** Exercise description **
Exactly the lines below from the line with "Map reading. Extract" through the line with "Parse the screenshot" must make up the answer, both ends included and pictures left out.

** Dataset records **
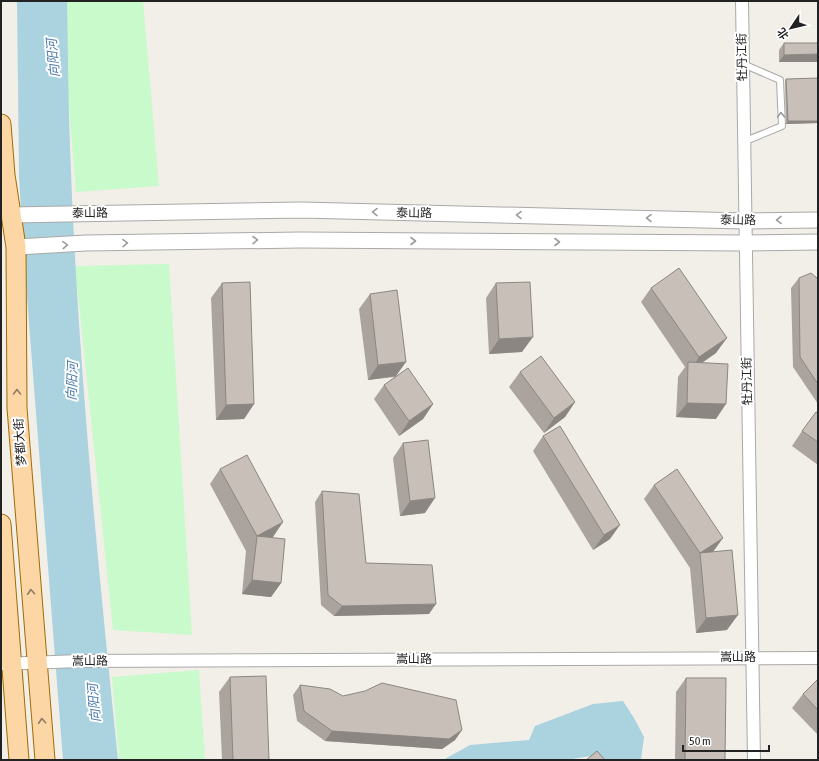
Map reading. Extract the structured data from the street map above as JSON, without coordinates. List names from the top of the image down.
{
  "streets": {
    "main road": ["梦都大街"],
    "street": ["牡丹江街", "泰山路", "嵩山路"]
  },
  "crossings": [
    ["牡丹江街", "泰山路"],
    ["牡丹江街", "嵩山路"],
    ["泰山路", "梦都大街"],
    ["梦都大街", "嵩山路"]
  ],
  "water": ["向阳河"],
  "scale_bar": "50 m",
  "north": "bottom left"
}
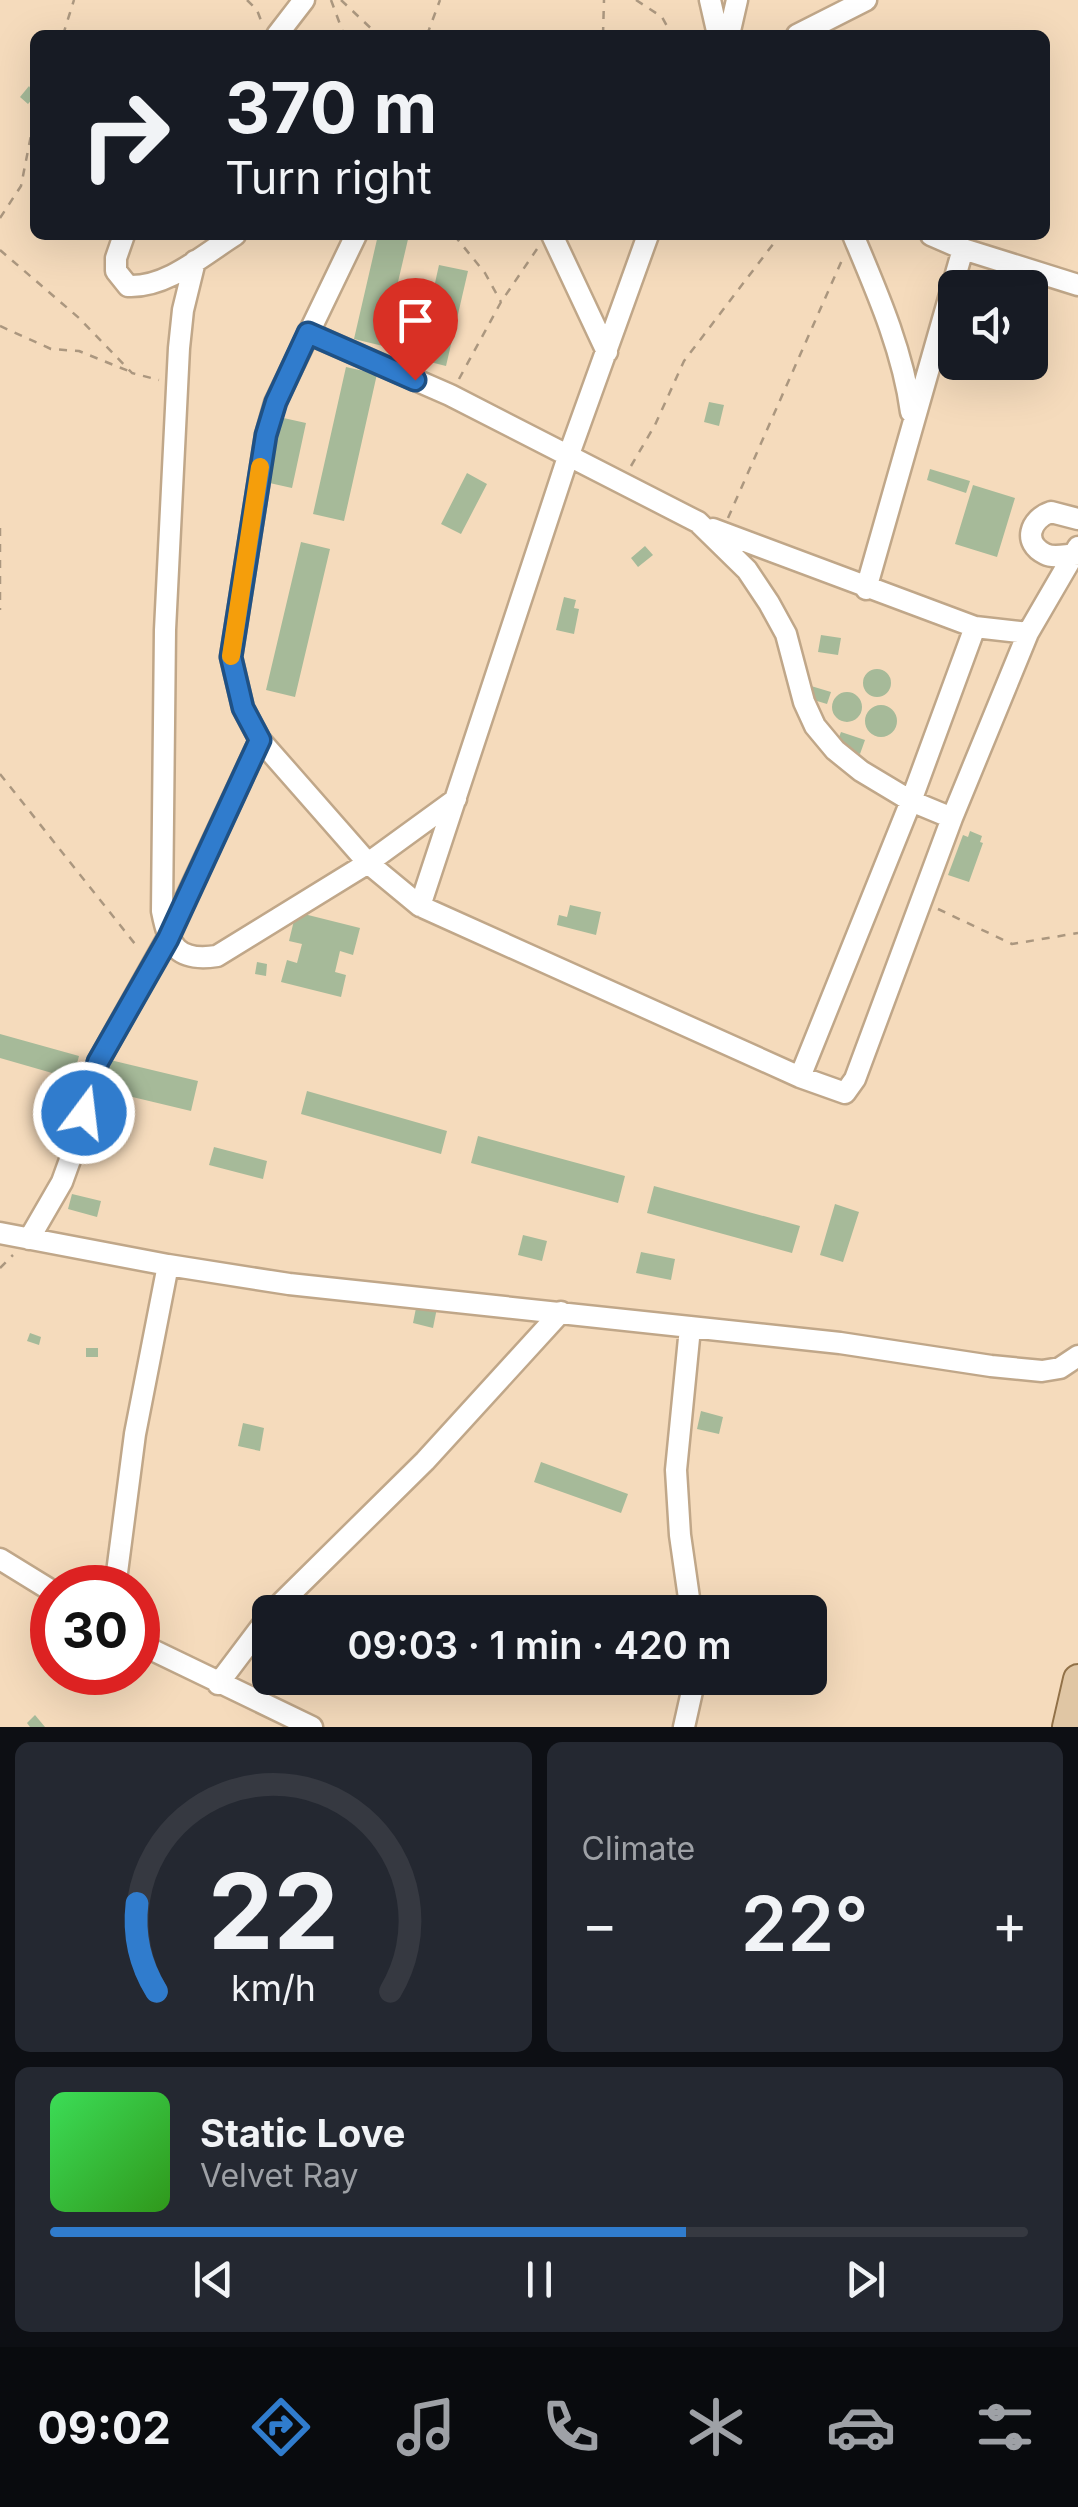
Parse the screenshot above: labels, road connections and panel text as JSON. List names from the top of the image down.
...
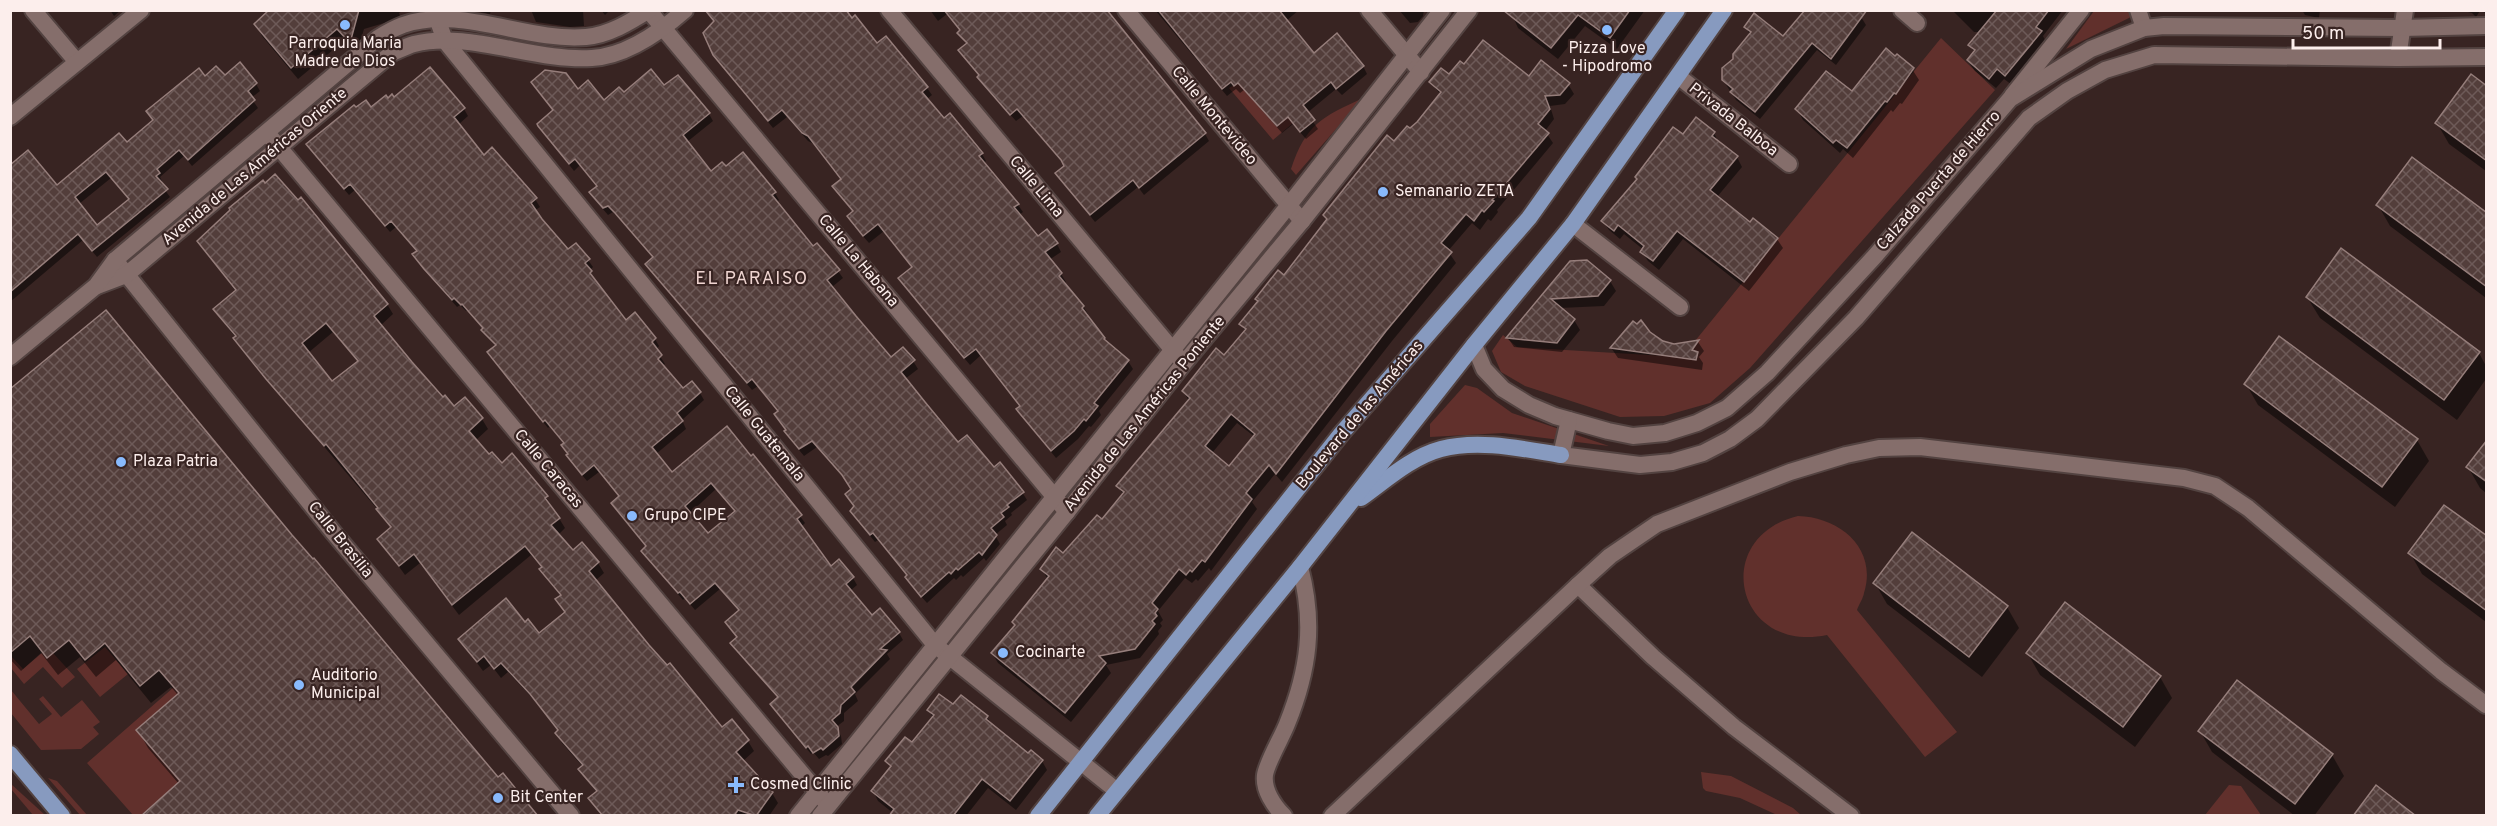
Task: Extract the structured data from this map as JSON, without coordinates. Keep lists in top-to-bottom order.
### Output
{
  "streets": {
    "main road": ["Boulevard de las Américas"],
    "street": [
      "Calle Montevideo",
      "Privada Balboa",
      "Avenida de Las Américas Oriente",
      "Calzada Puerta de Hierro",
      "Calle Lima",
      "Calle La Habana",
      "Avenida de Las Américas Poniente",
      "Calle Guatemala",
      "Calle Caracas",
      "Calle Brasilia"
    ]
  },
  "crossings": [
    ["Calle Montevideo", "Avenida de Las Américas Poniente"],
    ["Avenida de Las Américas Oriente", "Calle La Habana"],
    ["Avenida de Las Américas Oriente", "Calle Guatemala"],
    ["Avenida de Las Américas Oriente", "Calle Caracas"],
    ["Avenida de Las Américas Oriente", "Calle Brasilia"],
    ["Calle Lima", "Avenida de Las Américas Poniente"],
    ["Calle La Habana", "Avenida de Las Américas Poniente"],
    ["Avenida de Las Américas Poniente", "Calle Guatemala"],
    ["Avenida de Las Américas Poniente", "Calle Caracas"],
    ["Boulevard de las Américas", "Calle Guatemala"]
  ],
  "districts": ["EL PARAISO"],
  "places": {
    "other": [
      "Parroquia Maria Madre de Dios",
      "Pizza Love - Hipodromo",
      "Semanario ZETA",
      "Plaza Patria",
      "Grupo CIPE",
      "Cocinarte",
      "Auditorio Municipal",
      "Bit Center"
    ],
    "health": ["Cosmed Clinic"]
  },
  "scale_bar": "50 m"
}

** Solution to the problem **
Map reading. Extract the structured data from the street map above as JSON, without coordinates. List names from the top of the image down.
{
  "streets": {
    "main road": ["梦都大街"],
    "street": ["牡丹江街", "泰山路", "嵩山路"]
  },
  "crossings": [
    ["牡丹江街", "泰山路"],
    ["牡丹江街", "嵩山路"],
    ["泰山路", "梦都大街"],
    ["梦都大街", "嵩山路"]
  ],
  "water": ["向阳河"],
  "scale_bar": "50 m",
  "north": "bottom left"
}
Parse the screenshot above: labels, road connections and panel text as JSON. List names from the top of the image down.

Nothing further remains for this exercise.